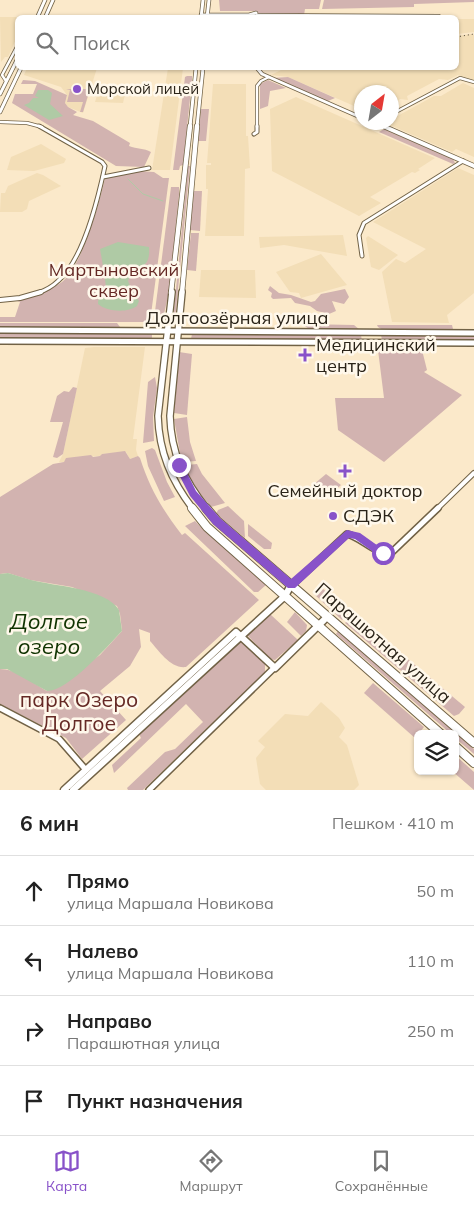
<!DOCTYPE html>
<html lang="ru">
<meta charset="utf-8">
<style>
:root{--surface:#fff;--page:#f2f2f2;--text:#222;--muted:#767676;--line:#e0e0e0;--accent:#8852c9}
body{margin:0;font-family:Mulish,sans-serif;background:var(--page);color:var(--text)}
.controls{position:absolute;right:15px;bottom:15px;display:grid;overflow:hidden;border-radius:8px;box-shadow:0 1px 4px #0004}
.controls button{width:45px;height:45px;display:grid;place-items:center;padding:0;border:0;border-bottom:1px solid var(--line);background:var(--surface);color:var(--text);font:25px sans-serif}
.compass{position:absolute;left:354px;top:85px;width:45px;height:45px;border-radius:50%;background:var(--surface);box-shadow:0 1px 4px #0004;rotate:31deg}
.stop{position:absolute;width:15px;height:15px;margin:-11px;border:4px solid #8852c9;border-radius:50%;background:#fff}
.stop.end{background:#8852c9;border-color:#fff;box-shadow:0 1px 5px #0008}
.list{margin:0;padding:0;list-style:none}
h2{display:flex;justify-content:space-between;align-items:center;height:65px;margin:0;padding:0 20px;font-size:21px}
h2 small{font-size:16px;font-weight:400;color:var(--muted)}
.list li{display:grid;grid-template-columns:32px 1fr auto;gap:15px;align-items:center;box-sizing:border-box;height:70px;padding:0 20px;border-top:1px solid var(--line)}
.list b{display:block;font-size:19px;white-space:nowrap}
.list p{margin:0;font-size:16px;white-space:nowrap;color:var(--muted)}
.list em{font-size:16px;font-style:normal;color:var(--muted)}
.icon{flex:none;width:28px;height:28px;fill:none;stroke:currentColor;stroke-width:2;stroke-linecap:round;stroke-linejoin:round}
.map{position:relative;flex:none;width:474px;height:790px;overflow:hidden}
.search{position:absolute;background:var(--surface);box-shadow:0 1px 4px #0004;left:15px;right:15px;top:15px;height:55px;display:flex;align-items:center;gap:12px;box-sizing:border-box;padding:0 18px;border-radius:8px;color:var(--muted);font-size:19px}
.sheet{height:345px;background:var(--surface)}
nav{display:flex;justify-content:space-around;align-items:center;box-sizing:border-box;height:70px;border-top:1px solid var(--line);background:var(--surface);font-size:14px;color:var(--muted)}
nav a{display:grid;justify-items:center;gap:2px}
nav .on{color:var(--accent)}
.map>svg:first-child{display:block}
</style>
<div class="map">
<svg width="474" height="790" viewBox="0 0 474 790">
<rect width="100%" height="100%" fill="#fbe9ca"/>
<g fill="#f3deb7">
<polygon points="0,17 27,17 18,18 17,37 8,57 5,57 1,62"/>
<polygon points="456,19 474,19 474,32 457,34"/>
<polygon points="471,34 474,35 474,80 458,75 448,80 439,79 407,96 408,100 400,99 392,105 392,92 362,92 361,109 288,77 271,75 281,70 275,68 456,68 457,36"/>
<polygon points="27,68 97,68 83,113 68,107 65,103 67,95 61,87 24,75"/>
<polygon points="168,68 183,68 170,170 152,170"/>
<polygon points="463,83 474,88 474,157 456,149 452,152 385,123 392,122 392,119 434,96 441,96"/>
<polygon points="213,84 246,84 246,136 248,136 250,168 245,169 244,236 205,236 208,189 206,189 206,165 211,165 211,163 207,163"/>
<polygon points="100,86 127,86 123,103 95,102"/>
<polygon points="296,97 430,156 435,158 418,169 420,170 415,173 412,172 370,197 381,203 359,216 272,171 270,109"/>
<polygon points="41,144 66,159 64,163 34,171 7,170 11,157"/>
<polygon points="458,168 474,175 474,293 447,315 449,323 392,322 382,272 396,259 405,263 426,249 373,222"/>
<polygon points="37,173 43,175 61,186 29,201 27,209 22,212 0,212 1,193 5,193 8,186"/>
<polygon points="343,235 347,256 284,245 260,248 259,237"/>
<polygon points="368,236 398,255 379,270 371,267 366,238"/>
<polygon points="321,254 347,285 301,298 299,293 290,292 276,272"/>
<polygon points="201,270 255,270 256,298 199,297"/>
<polygon points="94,347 145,347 133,439 137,439 136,450 138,456 130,459 126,452 102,454 101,456 75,457 64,462 59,462 63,454 85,348"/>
<polygon points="321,702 339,718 345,728 339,737 347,745 359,785 354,790 266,790 260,784 256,758 265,747 258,741 285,714 308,716"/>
</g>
<g fill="#d2b3b0">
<polygon points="219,0 321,0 319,9 305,9 304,15 259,14 256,11 220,11"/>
<polygon points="324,0 474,0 474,2 414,4 414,7 322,9"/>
<polygon points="187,76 192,76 192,80 183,165 180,166 179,170 173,170 185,77"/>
<polygon points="288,77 335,98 328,101 273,78"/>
<path d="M23 80 35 81 67 95 65 103 68 107 77 112 73 115 93 121 130 143 129 146C137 149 144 148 151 152L144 167 116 166 12 103 15 94H33L37 84H21Z"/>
<polygon points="268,80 286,88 270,91 268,106 260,109 260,84"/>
<polygon points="66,89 90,89 83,112 80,112 83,102 67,102 70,90"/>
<polygon points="201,109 209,109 206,141 198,141"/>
<polygon points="384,129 453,159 455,163 453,164 379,132"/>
<polygon points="188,166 190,166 175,320 173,320"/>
<path d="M138 171 154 172 163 178H169L150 322H0V317H15L20 302 14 300C30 295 48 292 62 282 82 266 99 204 105 178Z"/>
<polygon points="171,187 179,187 179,195 169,291 163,319 154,319"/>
<polygon points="194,191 202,191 200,231 190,230"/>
<polygon points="191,233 199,233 196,271 187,270"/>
<polygon points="270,286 279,293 291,295 311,302 315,301 321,294 345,289 349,297 344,304 332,301 336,311 329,314 317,311 310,306 295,303 291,298 273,299 271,297 272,293 268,290"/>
<polygon points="0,323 117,323 120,327 0,328"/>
<polygon points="302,324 354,325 360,330 309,329"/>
<polygon points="377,325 452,325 453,329 383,330 378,327"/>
<polygon points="0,332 152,333 152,339 0,338"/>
<polygon points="192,334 361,335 362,341 191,339"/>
<polygon points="381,335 474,335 474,341 382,340"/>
<polygon points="378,350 422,350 427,370 424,372 462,395 384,462 338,430 335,398 384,398"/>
<polygon points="179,352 192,354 187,415 174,413"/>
<polygon points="155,377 157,388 153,417 154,441 143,443 148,382"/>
<polygon points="73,387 77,388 63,454 57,458 53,457 63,422 50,422 57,396 64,391 69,392"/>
<polygon points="187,417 190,442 196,461 184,462 181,459 174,419"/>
<polygon points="152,448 155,450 167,482 175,497 164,501 148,466 145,451"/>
<path d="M125 451 130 459 138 456 140 458C150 489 162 509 182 535L185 533 259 600 186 667C171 669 159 651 150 641V633L139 629 141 647 130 666 100 691 126 720 82 759 66 738 0 704V669C16 669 33 683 47 691L100 655 122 631 120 614 117 606 72 587 30 580 8 573 0 574V497L53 464 64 462 66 458 91 455 93 457 100 456 102 454Z"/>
<polygon points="197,464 202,474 225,503 211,507 198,491 185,469 187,465"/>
<polygon points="326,474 341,485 328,497 313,485"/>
<polygon points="228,506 244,521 245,538 216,514 218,510"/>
<polygon points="195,521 207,533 266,585 258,592 254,592 185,526"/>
<polygon points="248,524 272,543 271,549 264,549 248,536"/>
<polygon points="319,589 323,589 351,611 342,620 314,594"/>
<polygon points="295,612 307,625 306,631 301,636 287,622"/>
<polygon points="270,614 298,640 275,660 270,659 248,636 250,632"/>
<polygon points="354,614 465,707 459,714 454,716 345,623"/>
<polygon points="338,631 474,749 474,754 455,738 455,734 451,734 336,634"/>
<polygon points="241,642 265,663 265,672 143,790 128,790 127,788 165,752 175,749 203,722 186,704 114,773 112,765 141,738 139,734 236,644"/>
<polygon points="373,683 424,727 415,738 364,693"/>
<polygon points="455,755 474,772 474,790 452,771 455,771"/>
</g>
<g fill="#afcaa5">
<polygon points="38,90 48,90 52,93 50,104 63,116 49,120 24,105 29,103 33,98 39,98 35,96"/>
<path d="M118 242 149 247C151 272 136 262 128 281L134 295 139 301 137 306C128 313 107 312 98 304 98 296 102 296 106 290 107 288 101 254 100 249Z"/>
<path d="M8 573C16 575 23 578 31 580 53 586 106 588 119 610L122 631C108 646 67 692 47 691L7 669H0V574Z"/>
</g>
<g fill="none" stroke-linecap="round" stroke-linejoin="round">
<polyline stroke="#afcaa5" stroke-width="1" points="128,179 143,194 163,201"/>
<g stroke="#716246" stroke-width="4">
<g id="street-far3">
<polyline points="257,15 439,16"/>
<polyline points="6,81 2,75 18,45"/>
<polyline points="392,114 460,78 474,82"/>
<polyline points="0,122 27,123 42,127"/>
<polyline points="257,127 257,86 261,81 269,77"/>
</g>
</g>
<g stroke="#716246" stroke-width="5">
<g id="street-far2">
<polyline points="254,134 257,132 257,126"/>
<polyline points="103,177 149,168"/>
<polyline points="362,256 359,235 364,223 463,161"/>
<path d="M38 293C46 290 52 287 58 281 84 259 98 199 105 166L102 162 39 126"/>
</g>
</g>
<g stroke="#716246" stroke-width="6">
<g id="street-far1">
<polyline points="0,300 20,298 41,292"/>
<polyline points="437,509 474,473"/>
</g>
</g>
<g stroke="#716246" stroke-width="8">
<g id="street">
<path d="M292 585 347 534C363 538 374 554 391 553L438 508"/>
<polyline points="0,708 59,739 86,770"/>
<polyline points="149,790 274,668"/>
</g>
</g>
<g stroke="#716246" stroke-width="4.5">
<g id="secondary-far3">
<polyline points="201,15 249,15 256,13"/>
<polyline points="37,18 45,0"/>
<polyline points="45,18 53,0"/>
<polyline points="257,68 262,74 362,118"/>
<polyline points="0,94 18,58"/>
<polyline points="0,112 21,68"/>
<polyline points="373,122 386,127"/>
</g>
</g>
<g stroke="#716246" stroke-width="5.5">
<polyline id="secondary-far2" points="383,126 474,166"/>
</g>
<g stroke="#716246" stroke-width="8">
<g id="secondary-far1">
<polyline points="0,330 474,333"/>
<polyline points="0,341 474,343"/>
</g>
</g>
<g stroke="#716246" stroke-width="9">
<g id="secondary">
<polyline points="64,790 236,632 275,668 328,616"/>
<polyline points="73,790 285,596 291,585"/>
</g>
</g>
<g stroke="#716246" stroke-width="4.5">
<g id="primary-far3">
<polyline points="201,18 203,0"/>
<polyline points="207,18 209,0"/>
<polyline points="190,127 196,68"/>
<polyline points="197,127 203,68"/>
</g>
</g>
<g stroke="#716246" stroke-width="6">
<g id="primary-far2">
<polyline points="171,293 190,126"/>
<polyline points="182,293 197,126"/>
</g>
</g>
<g stroke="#716246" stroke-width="8">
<g id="primary-far1">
<path d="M172 292 158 416C159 452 171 480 193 509"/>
<path d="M182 292 170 416C171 453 184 480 207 509"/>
</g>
</g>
<g stroke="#716246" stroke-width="10">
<g id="primary">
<polyline points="192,508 207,527 441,734"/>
<polyline points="206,508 217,521 474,743"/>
<polyline points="455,746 474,763"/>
</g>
</g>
<use href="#street-far3" stroke="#fff" stroke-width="2.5"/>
<use href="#street-far2" stroke="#fff" stroke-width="3"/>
<use href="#street-far1" stroke="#fff" stroke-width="4"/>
<use href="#street" stroke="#fff" stroke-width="5"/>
<use href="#secondary-far3" stroke="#fff" stroke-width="3"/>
<use href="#secondary-far2" stroke="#fff" stroke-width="4"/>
<use href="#secondary-far1" stroke="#fff" stroke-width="5"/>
<use href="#secondary" stroke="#fff" stroke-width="6"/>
<use href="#primary-far3" stroke="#fff" stroke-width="3"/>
<use href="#primary-far2" stroke="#fff" stroke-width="4.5"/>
<use href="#primary-far1" stroke="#fff" stroke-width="5.5"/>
<use href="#primary" stroke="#fff" stroke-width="8"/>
<polyline stroke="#4a4133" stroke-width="1" stroke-dasharray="1 3" stroke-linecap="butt" points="456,37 474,34"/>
</g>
<polygon fill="#8852c9" points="179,462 182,463 196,491 220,518 291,579 347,530 360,533 388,553 383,558 379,556 355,539 349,538 295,588 288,588 213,524 190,496 174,465"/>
<g fill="#8852c9" stroke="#fff8eb" stroke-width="2">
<circle cx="77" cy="89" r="5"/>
<path d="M302.5 347.5h5v5h5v5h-5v5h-5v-5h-5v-5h5z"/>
<path d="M342.5 463.5h5v5h5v5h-5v5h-5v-5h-5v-5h5z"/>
<circle cx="333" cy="516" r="5"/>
</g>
<g text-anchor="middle" stroke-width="5" stroke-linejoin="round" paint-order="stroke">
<g font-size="15" fill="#2a2318" stroke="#fff8eb" text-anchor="start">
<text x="87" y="94">Морской лицей</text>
</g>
<g font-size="18" fill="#652925" stroke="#fff8eb">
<text x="114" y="276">Мартыновский<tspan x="114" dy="21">сквер</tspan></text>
</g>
<g font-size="18" fill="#2a2318" stroke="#fff8eb">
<text x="237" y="324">Долгоозёрная улица</text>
<text transform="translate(383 643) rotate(41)" y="6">Парашютная улица</text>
</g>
<g font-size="18" fill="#2a2318" stroke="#fff8eb" text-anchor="start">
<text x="316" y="351">Медицинский<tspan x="316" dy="21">центр</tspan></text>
<text x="345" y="497" text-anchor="middle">Семейный доктор</text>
<text x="343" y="522">СДЭК</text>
</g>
<g font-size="21" fill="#652925" stroke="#fff8eb">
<text x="79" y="707">парк Озеро<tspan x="79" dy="24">Долгое</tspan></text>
</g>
<g font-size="22" font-style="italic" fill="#103300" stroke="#fff8eb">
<text x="49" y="629">Долгое<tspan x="49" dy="25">озеро</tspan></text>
</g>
</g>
</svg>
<div class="controls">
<button><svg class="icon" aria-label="layers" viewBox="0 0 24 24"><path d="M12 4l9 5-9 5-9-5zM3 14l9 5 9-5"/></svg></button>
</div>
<svg class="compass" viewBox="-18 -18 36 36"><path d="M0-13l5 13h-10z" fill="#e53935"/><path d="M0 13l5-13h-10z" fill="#767676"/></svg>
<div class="stop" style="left:383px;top:553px"></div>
<div class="stop end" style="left:179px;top:465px"></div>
<div class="search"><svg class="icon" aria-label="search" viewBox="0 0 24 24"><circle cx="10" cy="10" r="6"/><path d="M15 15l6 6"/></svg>Поиск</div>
</div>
<section class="sheet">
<h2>6 мин<small>Пешком · 410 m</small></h2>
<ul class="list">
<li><svg class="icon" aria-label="ahead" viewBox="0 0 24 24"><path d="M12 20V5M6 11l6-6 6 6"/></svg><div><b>Прямо</b><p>улица Маршала Новикова</p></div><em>50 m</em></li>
<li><svg class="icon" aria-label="left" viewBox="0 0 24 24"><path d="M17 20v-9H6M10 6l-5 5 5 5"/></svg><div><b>Налево</b><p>улица Маршала Новикова</p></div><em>110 m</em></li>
<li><svg class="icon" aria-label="right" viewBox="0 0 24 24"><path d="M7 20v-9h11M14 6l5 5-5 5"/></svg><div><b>Направо</b><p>Парашютная улица</p></div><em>250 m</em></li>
<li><svg class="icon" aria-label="arrive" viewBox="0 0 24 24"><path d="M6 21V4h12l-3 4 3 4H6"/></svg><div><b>Пункт назначения</b></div></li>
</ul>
</section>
<nav>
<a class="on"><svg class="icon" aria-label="map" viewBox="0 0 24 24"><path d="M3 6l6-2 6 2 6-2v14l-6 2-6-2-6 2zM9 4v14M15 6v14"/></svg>Карта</a>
<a><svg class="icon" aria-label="directions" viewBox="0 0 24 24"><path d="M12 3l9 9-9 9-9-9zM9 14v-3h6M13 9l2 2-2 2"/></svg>Маршрут</a>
<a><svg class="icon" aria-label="saved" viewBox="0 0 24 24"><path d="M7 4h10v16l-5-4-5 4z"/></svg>Сохранённые</a>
</nav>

## Task instructions
Scan the data above for the word "serif", then copy every line that holds it.

## Response to this task
body{margin:0;font-family:Mulish,sans-serif;background:var(--page);color:var(--text)}
.controls button{width:45px;height:45px;display:grid;place-items:center;padding:0;border:0;border-bottom:1px solid var(--line);background:var(--surface);color:var(--text);font:25px sans-serif}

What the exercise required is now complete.